Jailed Iranian Activist Wins Nobel Peace Prize

    06 October 2023

    Imprisoned Iranian activist Narges Mohammadi won the Nobel Peace Prize on Friday. Mohammadi was recognized for women's rights and democracy, and against the death penalty.

    Fifty-one-year-old Mohammadi has kept up her activism although she has been arrested many times by Iranian officials and has been sentenced to years in prison. She has remained a leader of nationwide, women-led protests. Major protests followed the death last year of a 22-year-old woman in police custody.

    Berit Reiss-Andersen is the chair of the Norwegian Nobel Committee. She said the prize is "a recognition of the very important work of a whole movement in Iran with its undisputed leader, Narges Mohammadi."

    FILE - A handout photo provided by the Narges Mohammadi Foundation on October 2, 2023, shows an undated, unlocated photo of Iranian rights activist Narges Mohammadi.
    FILE - A handout photo provided by the Narges Mohammadi Foundation on October 2, 2023, shows an undated, unlocated photo of Iranian rights activist Narges Mohammadi.

    Reiss-Andersen started the announcement with the words "Woman, Life, Freedom" in Farsi — the slogan of the protest movement in Iran. She said the committee hopes to send a message to women around the world with the award. She also urged Iran to release Mohammadi in time for the prize ceremony on December 10.

    Reiss-Andersen said Mohammadi has been imprisoned 13 times. She was imprisoned for the recent protests over the death of Mahsa Amini, a woman who died after being arrested by Iran's morality police for wearing a loose headscarf.

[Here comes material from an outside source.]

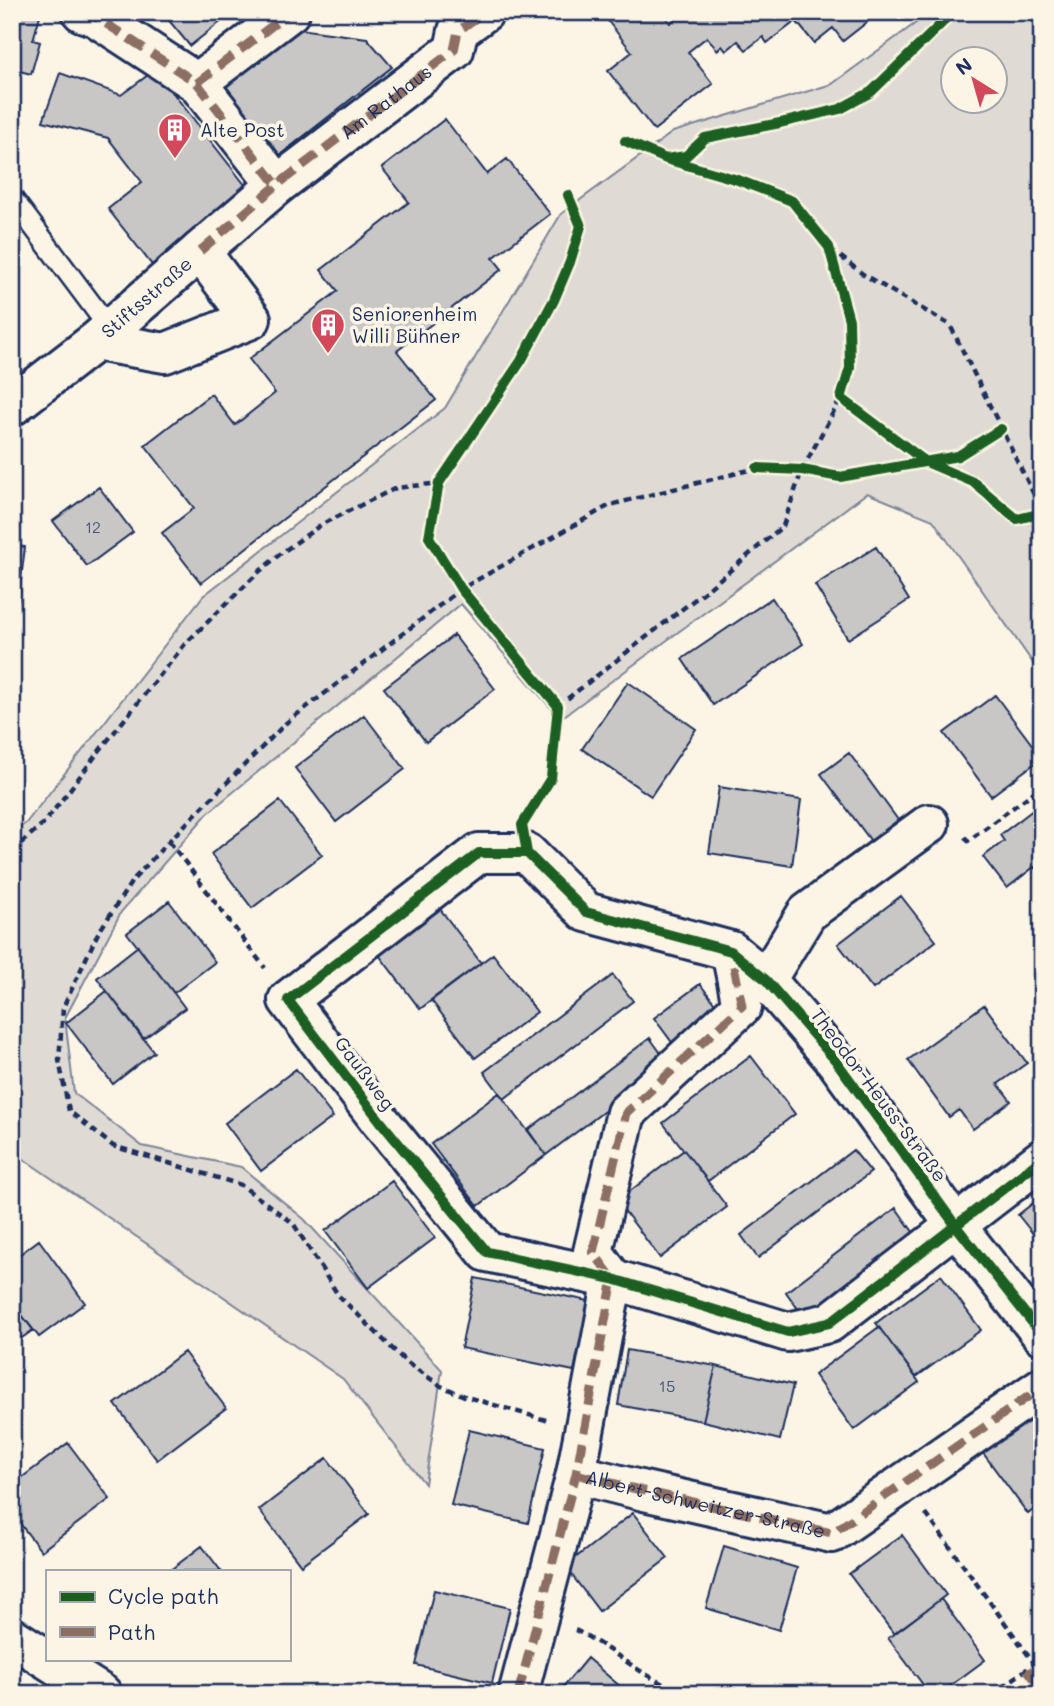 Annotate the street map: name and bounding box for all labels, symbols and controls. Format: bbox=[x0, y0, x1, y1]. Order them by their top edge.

More than 500 people were killed and over 22,000 arrested in a security campaign against the protests.

    Last month, Mohammadi wrote from Tehran's Evin Prison to The New York Times. She wrote, "What the government may not understand is that the more of us they lock up, the stronger we become."

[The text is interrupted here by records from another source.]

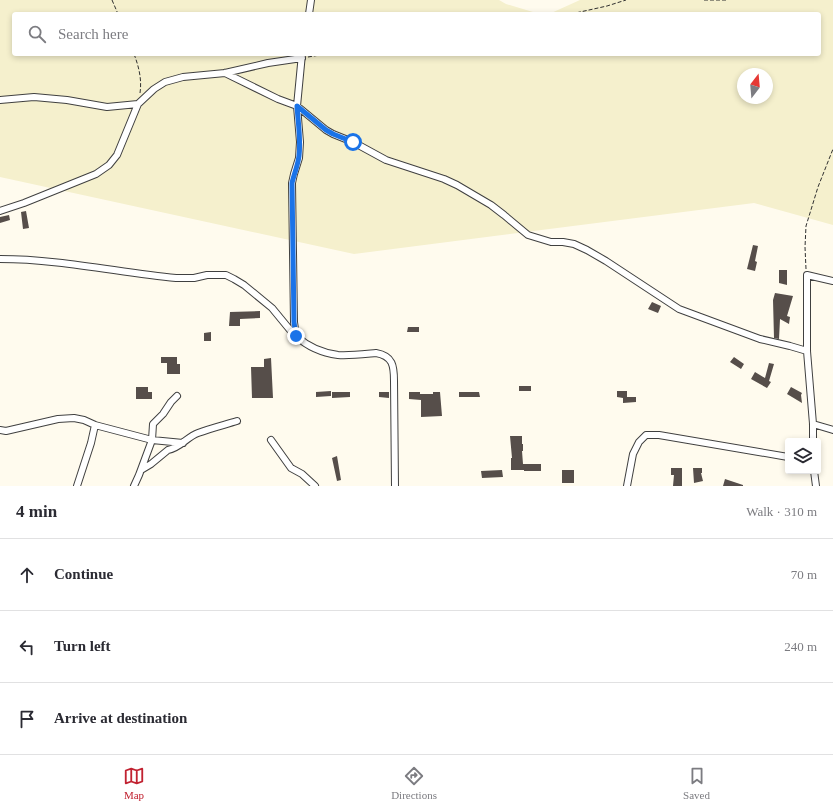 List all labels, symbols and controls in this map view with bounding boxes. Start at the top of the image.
search box [12,12,821,56]
icon: search [26,23,48,45]
text: Search here [58,26,128,42]
north arrow [737,68,773,104]
route start [344,133,362,151]
route end [287,327,305,345]
map controls [785,438,821,474]
button: layers [785,438,821,474]
text: 4 min [16,502,57,521]
text: Walk · 310 m [746,504,817,519]
icon: ahead [16,564,38,586]
text: Continue [54,566,113,582]
text: 70 m [791,567,817,582]
icon: left [16,636,38,658]
text: Turn left [54,638,111,654]
text: 240 m [784,639,817,654]
icon: arrive [16,708,38,730]
text: Arrive at destination [54,710,187,726]
tab: Map [123,765,145,801]
tab: Directions [391,765,437,801]
tab: Saved [683,765,710,801]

    Her husband Taghi Rahmani lives in Paris with their two children. Rahmani, who has not seen his wife for at least 11 years, could not reach her after the announcement. He told the Associated Press that his wife always says: "Every single award will make me more intrepid, more resilient and more brave for realizing human rights, freedom, civil equality and democracy."

    Their son, Ali Rahmani, noted that the prize was not just for his mother. He said, "Iranian men and women have been fighting for over a year. This prize is for the entire population, for the whole struggle from the beginning since the Islamic government came to power."

    There was no official reaction from the Iranian government. But the unofficial news agency Fars said Mohammadi had "received her prize from the Westerners" for her actions "against the national security."

    Mohammadi is the 19th woman to win the 122-year-old prize. It also marks the fifth time that the Peace Prize has been given to someone who is in prison or under house arrest. Past winners include Martin Luther King, Jr. and Nelson Mandela.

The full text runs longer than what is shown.